## Assigned task
Starting at the first line of the records and stopping at the line that contains "display:flex; align-items:center; gap:15px;", transcribe every line exactly and leave out the pictures.

## Records for the exercise
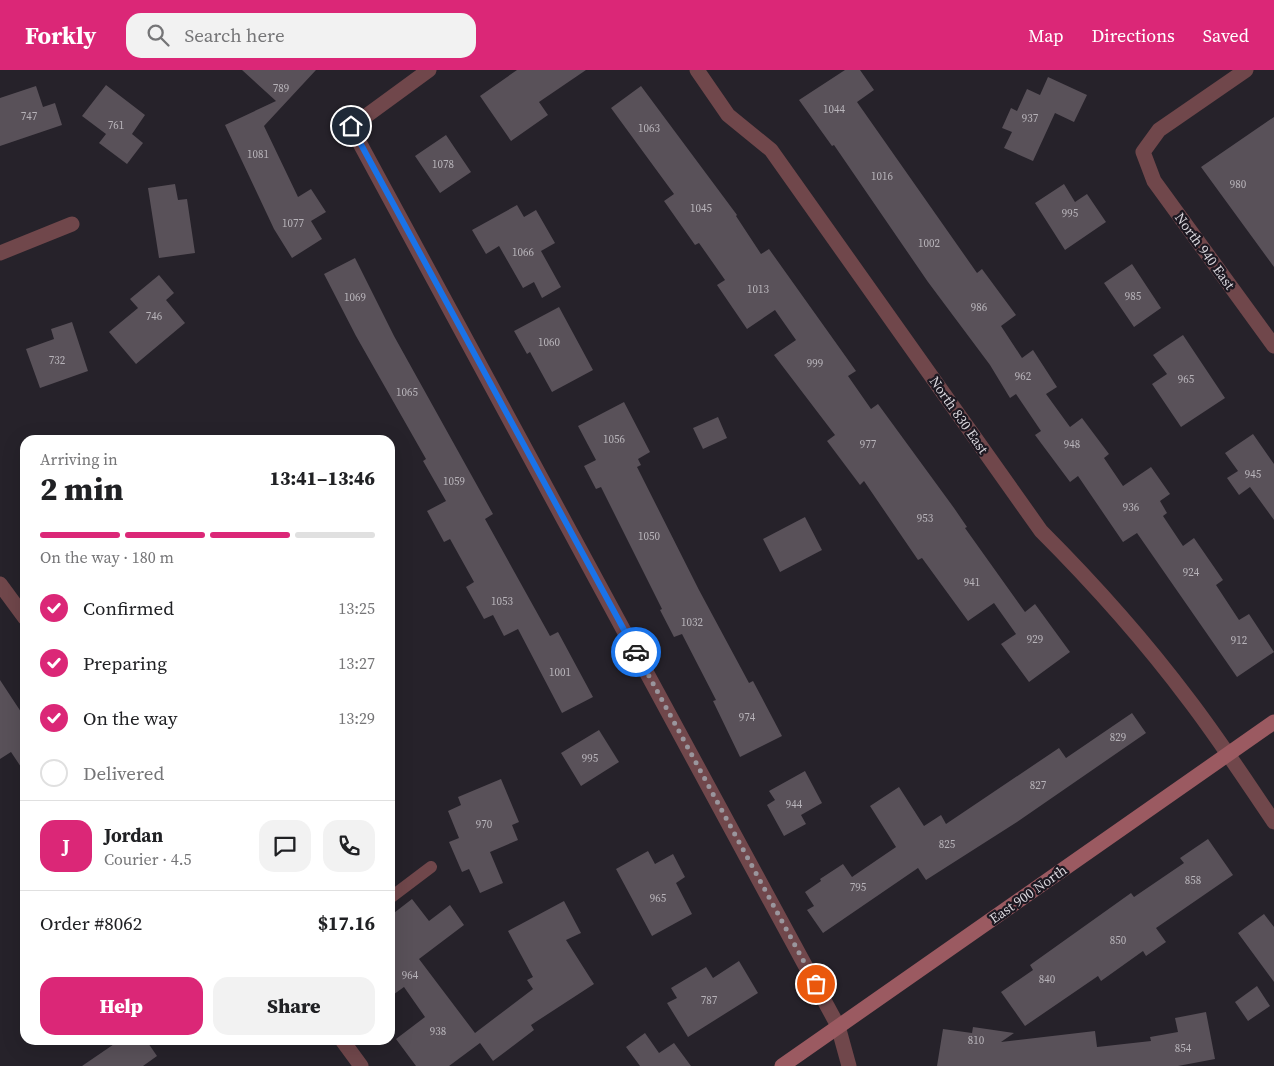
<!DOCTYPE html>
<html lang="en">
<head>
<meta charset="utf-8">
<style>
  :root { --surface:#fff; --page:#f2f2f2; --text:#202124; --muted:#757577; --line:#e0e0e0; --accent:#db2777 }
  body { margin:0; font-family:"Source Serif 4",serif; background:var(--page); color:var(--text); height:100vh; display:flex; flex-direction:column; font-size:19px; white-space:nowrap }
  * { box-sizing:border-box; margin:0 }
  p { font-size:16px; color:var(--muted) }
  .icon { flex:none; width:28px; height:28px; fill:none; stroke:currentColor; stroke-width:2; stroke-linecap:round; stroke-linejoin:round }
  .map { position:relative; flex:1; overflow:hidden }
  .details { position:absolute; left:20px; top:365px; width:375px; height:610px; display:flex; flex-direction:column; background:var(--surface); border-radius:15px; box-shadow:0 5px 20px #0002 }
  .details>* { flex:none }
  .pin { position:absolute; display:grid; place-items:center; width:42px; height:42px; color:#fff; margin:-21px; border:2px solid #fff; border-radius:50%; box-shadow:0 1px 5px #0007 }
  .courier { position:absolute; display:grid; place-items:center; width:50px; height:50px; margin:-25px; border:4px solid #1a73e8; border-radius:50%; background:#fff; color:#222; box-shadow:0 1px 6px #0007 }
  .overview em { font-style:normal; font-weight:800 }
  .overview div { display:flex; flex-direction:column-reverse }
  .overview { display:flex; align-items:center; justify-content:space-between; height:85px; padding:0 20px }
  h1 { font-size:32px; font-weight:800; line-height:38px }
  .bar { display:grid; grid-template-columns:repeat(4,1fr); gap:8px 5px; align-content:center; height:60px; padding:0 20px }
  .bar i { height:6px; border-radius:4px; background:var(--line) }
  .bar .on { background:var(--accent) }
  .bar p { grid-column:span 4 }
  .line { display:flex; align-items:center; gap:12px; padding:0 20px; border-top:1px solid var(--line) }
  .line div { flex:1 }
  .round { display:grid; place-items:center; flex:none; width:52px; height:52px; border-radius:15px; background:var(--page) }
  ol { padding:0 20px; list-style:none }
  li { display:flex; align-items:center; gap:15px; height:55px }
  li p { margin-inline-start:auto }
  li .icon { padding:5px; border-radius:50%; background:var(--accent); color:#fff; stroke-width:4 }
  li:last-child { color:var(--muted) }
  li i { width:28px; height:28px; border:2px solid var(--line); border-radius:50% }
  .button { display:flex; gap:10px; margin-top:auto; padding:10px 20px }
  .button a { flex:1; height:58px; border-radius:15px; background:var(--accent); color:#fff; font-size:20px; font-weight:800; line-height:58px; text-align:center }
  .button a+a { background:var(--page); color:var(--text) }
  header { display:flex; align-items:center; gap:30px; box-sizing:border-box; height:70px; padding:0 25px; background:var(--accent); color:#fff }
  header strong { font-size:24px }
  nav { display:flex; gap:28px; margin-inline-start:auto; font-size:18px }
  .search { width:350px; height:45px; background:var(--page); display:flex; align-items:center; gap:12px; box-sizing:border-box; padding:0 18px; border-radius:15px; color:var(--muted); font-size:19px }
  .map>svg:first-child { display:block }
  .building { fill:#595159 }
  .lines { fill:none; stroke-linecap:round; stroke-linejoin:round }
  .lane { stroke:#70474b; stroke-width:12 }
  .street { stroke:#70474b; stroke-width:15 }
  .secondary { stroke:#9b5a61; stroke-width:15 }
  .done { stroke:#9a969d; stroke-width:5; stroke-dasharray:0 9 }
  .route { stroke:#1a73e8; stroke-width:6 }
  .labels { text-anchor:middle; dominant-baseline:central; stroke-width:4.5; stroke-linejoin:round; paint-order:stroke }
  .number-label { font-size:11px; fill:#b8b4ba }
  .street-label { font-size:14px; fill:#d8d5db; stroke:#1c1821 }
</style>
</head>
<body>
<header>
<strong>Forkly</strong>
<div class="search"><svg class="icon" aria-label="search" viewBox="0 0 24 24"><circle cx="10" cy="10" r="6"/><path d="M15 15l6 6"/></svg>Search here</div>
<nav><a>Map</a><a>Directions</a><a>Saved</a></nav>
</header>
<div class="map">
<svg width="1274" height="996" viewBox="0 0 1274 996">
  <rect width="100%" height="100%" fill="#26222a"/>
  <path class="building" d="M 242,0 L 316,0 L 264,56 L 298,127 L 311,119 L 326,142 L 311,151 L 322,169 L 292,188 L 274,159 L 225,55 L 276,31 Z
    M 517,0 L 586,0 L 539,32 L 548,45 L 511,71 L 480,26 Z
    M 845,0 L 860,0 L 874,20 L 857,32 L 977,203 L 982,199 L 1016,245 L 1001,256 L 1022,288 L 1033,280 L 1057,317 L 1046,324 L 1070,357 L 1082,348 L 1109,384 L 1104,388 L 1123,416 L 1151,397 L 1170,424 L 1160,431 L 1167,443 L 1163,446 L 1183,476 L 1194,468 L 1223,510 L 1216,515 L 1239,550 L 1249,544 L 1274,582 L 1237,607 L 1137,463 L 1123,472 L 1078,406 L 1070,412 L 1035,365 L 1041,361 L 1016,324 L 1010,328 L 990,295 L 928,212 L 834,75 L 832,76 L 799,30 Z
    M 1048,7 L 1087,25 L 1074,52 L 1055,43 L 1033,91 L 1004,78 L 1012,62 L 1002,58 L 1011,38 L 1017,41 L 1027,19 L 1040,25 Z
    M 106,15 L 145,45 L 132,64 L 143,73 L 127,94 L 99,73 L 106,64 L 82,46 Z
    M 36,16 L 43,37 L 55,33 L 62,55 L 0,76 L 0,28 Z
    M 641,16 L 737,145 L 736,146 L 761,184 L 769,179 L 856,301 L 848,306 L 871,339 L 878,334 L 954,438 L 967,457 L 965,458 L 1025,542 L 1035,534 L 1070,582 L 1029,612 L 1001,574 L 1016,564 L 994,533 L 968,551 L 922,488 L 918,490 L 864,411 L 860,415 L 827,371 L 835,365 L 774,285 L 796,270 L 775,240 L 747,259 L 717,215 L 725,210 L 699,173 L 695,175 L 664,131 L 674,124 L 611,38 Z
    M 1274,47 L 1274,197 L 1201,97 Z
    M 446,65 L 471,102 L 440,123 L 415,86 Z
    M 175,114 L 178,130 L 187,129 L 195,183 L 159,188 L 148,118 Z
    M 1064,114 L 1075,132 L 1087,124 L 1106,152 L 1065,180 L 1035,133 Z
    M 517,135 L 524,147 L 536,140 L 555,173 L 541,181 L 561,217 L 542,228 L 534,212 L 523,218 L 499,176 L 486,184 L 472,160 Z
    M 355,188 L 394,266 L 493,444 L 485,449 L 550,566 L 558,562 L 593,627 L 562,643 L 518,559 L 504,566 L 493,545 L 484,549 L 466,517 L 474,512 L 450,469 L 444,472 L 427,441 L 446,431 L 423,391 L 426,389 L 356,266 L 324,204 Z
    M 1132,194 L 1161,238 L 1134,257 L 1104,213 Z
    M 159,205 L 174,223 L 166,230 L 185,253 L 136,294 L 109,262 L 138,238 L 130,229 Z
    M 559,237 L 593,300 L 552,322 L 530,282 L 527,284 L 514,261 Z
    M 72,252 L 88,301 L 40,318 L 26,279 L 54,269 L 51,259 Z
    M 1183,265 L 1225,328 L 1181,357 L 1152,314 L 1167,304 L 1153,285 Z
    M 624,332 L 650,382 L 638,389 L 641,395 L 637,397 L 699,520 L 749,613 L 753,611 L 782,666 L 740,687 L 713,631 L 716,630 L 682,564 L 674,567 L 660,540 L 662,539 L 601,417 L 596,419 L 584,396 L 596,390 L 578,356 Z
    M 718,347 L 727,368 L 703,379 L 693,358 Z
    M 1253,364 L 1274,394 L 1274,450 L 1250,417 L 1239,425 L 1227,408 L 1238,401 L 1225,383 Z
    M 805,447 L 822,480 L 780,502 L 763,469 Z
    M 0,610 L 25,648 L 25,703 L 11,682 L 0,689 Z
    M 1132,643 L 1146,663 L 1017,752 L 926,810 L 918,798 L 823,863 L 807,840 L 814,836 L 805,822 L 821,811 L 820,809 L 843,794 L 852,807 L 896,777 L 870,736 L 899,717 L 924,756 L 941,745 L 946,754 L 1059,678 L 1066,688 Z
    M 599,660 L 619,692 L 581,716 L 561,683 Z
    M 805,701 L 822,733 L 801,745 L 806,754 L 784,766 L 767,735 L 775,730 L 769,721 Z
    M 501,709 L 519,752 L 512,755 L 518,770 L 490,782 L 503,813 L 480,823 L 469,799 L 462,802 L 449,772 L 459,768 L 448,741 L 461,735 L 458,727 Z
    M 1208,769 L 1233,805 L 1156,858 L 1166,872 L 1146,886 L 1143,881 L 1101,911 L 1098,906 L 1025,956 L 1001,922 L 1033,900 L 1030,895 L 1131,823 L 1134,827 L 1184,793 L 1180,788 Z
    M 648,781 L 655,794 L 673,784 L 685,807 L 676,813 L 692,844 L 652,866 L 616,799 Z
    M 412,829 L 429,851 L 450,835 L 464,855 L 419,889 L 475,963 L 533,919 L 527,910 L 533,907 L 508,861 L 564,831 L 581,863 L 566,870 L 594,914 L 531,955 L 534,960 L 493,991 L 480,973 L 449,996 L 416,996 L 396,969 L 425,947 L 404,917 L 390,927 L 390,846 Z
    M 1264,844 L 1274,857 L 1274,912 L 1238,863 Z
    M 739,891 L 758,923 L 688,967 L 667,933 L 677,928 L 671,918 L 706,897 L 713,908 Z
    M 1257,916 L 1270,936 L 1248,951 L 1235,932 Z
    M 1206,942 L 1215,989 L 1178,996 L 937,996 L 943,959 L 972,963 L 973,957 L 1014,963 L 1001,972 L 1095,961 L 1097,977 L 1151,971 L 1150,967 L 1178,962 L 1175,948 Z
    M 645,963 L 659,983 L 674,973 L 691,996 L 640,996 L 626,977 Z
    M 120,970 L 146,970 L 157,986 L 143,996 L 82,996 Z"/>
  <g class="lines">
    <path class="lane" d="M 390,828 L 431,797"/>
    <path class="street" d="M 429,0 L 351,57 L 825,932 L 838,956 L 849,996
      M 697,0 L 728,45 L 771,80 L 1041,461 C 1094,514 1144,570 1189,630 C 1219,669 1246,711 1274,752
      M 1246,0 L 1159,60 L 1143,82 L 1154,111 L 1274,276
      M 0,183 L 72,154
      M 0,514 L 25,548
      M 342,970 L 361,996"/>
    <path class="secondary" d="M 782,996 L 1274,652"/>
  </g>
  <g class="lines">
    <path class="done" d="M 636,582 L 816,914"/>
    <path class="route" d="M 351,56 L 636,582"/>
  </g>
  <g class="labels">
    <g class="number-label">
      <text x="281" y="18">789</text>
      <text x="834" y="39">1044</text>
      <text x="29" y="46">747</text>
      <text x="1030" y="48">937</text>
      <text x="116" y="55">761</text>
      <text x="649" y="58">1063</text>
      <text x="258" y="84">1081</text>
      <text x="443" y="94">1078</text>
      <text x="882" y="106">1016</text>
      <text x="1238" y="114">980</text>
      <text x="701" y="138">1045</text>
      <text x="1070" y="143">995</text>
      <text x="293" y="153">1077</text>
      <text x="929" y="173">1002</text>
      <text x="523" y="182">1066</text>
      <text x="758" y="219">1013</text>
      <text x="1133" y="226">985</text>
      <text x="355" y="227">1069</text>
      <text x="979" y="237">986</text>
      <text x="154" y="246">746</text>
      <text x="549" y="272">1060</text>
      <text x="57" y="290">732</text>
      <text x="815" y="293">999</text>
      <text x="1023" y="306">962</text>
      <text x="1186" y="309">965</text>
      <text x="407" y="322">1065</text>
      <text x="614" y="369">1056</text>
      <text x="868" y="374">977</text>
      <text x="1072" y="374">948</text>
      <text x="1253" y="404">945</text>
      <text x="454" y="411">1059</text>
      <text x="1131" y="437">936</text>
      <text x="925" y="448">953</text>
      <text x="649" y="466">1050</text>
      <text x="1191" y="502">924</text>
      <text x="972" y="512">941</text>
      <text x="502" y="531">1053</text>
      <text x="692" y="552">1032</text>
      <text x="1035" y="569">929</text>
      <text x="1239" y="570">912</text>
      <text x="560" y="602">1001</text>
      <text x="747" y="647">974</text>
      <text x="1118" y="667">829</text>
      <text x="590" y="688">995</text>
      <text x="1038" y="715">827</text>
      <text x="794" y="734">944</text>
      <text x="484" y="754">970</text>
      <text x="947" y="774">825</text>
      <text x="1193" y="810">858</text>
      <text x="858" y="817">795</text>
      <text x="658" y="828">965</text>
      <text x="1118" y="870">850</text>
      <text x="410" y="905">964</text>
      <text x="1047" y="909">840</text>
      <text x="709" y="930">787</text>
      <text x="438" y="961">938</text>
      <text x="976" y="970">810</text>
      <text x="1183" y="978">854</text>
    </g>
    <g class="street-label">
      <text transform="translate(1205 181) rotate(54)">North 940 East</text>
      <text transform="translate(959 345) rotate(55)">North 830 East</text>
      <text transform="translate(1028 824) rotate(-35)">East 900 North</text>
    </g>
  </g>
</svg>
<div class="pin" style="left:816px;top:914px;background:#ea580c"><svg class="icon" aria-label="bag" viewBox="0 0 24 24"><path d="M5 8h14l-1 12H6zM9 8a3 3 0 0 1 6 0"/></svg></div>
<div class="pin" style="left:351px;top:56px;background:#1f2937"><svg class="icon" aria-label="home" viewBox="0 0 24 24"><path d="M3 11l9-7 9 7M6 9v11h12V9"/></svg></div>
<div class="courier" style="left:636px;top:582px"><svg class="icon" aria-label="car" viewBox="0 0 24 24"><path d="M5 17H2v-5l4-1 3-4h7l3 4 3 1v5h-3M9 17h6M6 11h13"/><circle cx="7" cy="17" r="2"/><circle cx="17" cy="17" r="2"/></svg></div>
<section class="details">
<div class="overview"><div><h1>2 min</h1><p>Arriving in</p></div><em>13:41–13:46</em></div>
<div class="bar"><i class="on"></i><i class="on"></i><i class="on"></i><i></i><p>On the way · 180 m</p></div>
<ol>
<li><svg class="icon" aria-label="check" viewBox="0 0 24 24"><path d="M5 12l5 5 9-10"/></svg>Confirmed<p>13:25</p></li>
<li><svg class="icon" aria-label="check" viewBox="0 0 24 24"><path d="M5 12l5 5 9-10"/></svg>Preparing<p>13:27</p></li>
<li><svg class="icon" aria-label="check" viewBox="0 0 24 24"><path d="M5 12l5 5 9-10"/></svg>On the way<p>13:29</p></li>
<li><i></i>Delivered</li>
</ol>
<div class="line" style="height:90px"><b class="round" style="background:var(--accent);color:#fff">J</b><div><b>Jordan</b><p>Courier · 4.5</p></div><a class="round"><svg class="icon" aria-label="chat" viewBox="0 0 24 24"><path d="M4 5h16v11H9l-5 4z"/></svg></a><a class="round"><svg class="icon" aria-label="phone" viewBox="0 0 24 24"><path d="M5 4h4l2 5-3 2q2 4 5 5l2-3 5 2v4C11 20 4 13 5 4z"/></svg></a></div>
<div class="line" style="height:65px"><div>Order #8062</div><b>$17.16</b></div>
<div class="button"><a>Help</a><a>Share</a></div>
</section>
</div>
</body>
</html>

## Answer space
<!DOCTYPE html>
<html lang="en">
<head>
<meta charset="utf-8">
<style>
  :root { --surface:#fff; --page:#f2f2f2; --text:#202124; --muted:#757577; --line:#e0e0e0; --accent:#db2777 }
  body { margin:0; font-family:"Source Serif 4",serif; background:var(--page); color:var(--text); height:100vh; display:flex; flex-direction:column; font-size:19px; white-space:nowrap }
  * { box-sizing:border-box; margin:0 }
  p { font-size:16px; color:var(--muted) }
  .icon { flex:none; width:28px; height:28px; fill:none; stroke:currentColor; stroke-width:2; stroke-linecap:round; stroke-linejoin:round }
  .map { position:relative; flex:1; overflow:hidden }
  .details { position:absolute; left:20px; top:365px; width:375px; height:610px; display:flex; flex-direction:column; background:var(--surface); border-radius:15px; box-shadow:0 5px 20px #0002 }
  .details>* { flex:none }
  .pin { position:absolute; display:grid; place-items:center; width:42px; height:42px; color:#fff; margin:-21px; border:2px solid #fff; border-radius:50%; box-shadow:0 1px 5px #0007 }
  .courier { position:absolute; display:grid; place-items:center; width:50px; height:50px; margin:-25px; border:4px solid #1a73e8; border-radius:50%; background:#fff; color:#222; box-shadow:0 1px 6px #0007 }
  .overview em { font-style:normal; font-weight:800 }
  .overview div { display:flex; flex-direction:column-reverse }
  .overview { display:flex; align-items:center; justify-content:space-between; height:85px; padding:0 20px }
  h1 { font-size:32px; font-weight:800; line-height:38px }
  .bar { display:grid; grid-template-columns:repeat(4,1fr); gap:8px 5px; align-content:center; height:60px; padding:0 20px }
  .bar i { height:6px; border-radius:4px; background:var(--line) }
  .bar .on { background:var(--accent) }
  .bar p { grid-column:span 4 }
  .line { display:flex; align-items:center; gap:12px; padding:0 20px; border-top:1px solid var(--line) }
  .line div { flex:1 }
  .round { display:grid; place-items:center; flex:none; width:52px; height:52px; border-radius:15px; background:var(--page) }
  ol { padding:0 20px; list-style:none }
  li { display:flex; align-items:center; gap:15px; height:55px }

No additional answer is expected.